Автор может быть серьезно и даже безнадежно болен и тем не менее продолжать свой отчаянный бег на короткую дистанцию, соревнуясь с судьбой до последнего, до финишной черты, и, несмотря на все свое стремление победить, все-таки проиграть. Ему может воспрепятствовать случайное обстоятельство или чье-нибудь вмешательство, как это произошло с Набоковым за много лет перед тем, когда его жена выхватила у него из рук черновик «Лолиты», который он уже нес на сожжение в печку для сора во дворе.
* * *
Мы с отцом по-разному запомнили колер одного волнующего предмета, который я неполных шести лет от роду с изумлением разглядел между мозаичным нагромождением зданий в приморском Сен-Назере. То была колоссальная труба парохода «Шамплен», который должен был переправить нас в Нью-Йорк. Мне она помнится палево-желтой, а отец говорил, что она была белого цвета.

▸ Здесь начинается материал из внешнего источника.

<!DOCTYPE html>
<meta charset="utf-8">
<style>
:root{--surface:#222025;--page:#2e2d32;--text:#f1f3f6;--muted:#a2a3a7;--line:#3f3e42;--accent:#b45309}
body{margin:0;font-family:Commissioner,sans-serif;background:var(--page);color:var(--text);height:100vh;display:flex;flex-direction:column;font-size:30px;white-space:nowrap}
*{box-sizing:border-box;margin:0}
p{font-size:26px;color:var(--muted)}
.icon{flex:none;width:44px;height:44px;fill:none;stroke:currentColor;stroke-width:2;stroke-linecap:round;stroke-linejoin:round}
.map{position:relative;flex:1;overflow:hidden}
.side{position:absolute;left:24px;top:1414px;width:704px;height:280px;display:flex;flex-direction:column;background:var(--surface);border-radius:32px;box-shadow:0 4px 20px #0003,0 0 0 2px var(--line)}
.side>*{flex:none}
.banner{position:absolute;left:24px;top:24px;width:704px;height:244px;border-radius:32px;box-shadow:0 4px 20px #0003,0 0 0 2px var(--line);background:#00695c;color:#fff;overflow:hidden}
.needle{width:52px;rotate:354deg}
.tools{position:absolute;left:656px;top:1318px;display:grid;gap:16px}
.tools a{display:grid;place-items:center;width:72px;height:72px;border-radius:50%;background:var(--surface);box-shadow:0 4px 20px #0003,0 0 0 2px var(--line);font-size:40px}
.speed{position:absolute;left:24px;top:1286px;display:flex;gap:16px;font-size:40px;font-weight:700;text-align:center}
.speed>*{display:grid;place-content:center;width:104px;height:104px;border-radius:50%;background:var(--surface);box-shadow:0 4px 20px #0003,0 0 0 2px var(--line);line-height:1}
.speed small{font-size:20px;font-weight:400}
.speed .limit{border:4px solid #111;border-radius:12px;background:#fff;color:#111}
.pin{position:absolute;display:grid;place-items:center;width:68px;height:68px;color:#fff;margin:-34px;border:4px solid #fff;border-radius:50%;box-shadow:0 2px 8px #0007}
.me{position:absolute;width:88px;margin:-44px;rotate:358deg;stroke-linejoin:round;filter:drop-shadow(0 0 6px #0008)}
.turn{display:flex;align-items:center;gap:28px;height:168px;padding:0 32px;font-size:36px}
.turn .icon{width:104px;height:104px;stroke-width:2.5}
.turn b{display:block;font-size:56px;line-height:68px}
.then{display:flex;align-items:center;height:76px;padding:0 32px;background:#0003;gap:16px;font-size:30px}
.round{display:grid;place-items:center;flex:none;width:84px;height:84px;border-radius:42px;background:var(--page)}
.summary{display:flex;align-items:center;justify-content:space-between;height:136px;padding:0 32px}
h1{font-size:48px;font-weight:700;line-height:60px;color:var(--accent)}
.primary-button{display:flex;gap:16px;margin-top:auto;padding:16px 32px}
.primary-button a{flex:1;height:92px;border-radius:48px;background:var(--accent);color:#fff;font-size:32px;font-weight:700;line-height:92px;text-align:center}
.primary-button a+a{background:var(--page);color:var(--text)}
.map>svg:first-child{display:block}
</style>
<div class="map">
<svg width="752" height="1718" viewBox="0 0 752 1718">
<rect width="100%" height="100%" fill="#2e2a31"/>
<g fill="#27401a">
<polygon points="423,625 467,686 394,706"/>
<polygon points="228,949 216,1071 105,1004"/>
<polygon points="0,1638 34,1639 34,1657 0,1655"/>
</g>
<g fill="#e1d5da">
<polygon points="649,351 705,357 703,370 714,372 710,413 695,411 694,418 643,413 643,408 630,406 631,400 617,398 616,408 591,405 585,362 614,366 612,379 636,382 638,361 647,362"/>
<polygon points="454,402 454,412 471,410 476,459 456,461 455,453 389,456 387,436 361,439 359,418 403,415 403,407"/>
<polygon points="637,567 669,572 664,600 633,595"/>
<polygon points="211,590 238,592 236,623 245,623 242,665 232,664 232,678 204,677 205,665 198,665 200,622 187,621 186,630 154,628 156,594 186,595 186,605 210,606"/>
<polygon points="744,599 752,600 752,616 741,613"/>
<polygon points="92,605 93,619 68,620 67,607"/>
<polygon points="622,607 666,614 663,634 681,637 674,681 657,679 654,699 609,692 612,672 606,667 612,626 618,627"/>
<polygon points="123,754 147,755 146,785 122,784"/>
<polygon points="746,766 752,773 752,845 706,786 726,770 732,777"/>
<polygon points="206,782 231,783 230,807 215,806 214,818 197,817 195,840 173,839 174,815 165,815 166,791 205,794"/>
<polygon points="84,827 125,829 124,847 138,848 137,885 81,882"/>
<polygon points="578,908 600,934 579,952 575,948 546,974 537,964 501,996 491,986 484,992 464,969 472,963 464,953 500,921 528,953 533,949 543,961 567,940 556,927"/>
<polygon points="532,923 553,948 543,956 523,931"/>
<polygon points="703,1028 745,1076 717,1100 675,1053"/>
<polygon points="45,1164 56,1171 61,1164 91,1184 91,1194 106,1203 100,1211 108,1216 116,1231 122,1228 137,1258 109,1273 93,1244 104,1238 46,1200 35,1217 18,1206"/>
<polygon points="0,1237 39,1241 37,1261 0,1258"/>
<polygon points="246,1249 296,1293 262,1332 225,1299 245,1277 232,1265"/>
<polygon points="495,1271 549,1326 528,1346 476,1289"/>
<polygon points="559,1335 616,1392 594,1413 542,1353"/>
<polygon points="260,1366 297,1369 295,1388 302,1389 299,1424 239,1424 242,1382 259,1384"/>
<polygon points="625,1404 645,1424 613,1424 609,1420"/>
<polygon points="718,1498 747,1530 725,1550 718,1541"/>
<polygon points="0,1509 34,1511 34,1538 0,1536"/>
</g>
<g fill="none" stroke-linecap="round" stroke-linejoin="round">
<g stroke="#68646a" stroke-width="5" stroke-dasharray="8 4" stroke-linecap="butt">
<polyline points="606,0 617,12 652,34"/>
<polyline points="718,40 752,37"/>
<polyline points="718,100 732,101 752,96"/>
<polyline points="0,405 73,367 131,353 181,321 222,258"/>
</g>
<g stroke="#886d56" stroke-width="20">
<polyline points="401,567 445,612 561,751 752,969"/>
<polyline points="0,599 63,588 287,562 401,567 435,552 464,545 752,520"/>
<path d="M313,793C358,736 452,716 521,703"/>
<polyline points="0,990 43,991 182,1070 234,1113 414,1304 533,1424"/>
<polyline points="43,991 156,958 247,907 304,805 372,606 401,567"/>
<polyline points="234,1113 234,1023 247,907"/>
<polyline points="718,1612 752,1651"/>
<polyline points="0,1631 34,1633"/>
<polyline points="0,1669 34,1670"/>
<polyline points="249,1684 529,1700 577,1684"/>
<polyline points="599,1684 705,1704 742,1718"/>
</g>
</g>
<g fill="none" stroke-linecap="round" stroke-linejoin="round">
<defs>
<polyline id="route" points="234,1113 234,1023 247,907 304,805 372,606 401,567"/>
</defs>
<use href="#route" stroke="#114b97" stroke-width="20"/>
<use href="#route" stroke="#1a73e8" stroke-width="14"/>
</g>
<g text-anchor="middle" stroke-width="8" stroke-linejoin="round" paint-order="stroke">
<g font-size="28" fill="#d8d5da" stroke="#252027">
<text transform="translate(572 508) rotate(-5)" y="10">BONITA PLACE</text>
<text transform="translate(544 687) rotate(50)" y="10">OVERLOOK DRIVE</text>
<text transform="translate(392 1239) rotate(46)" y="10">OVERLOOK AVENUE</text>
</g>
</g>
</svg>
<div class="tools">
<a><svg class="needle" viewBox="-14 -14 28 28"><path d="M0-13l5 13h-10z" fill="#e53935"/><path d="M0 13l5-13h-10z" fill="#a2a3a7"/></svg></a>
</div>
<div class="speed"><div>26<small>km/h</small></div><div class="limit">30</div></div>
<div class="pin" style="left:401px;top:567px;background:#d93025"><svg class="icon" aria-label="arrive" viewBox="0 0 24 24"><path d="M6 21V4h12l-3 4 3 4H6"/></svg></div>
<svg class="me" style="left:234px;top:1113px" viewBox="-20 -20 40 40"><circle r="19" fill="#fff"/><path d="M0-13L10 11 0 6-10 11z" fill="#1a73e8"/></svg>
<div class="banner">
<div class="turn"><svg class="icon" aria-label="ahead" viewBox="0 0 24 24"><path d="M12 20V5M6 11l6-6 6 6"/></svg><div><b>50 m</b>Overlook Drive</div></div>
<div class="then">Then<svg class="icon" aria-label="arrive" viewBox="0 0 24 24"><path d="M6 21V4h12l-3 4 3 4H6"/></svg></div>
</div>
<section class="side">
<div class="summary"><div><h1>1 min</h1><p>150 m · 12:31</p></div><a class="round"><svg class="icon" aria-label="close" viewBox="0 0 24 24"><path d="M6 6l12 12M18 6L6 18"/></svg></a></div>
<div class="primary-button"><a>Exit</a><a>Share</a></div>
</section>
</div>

Я стою на своем, что бы изследователи ни откопали в архивах французского пароходства относительно наряда их судов того времени. В равной мере уверен я и в расцветке моего последнего сна на борту на подходе к Америке: разные оттенки гнетущего серого цвета в моем сновидении окрашивали обшарпанный, приземистый Нью-Йорк, совсем непохожий на обещанные родителями восхитительные небоскребы. Сойдя на пристань, мы увидели две несходные между собой Америки: во время таможенного досмотра у нас из чемодана исчезла фляжка с коньяком; с другой же стороны, когда отец (или мать? иногда они у меня в памяти сливаются) попытался расплатиться с шоффером таксомотора, доставившего нас по нужному адресу, всем содержимым своего кошелька – стодолларовой ассигнацией в новой для нас валюте, – то этот честный человек с понимающей улыбкой тотчас же отказался от такой суммы
[1].
В годы, предшествовавшие нашему отъезду из Европы, я плохо понимал, чем, собственно, «занимается» мой отец. Даже самое понятие «писатель» мало что мне говорило. Только в какой-нибудь изящной истории, которую он, бывало, разсказывал мне на сон грядущий вместо сказки, я мог потом задним числом угадать контур сочинения, над которым он тогда трудился. Понятие «книги» воплощалось для меня во множестве томов в красных кожаных переплетах, которыми я любовался на верхних полках кабинетов друзей моих родителей. Они выглядели «аппетитно», как говорится. Но первым моим «чтением» было слушать, как мать читает отцовский перевод на русский «Алисы в стране чудес».
Мы поехали на солнечные пляжи Ривьеры и в конце концов отплыли в Нью-Йорк. Там, вернувшись после первого дня занятий в теперь уже не существующей школе Волта Уитмана, я объявил матери, что обучился английскому языку. В действительности я выучился английскому гораздо более постепенно, и он сделался моим преимущественным и наиболее гибким средством выражения. Но, несмотря на то, я всегда буду гордиться тем, что был единственным на всем свете ребенком, которому Владимир Набоков преподавал начатки русского языка по грамматическим пособиям.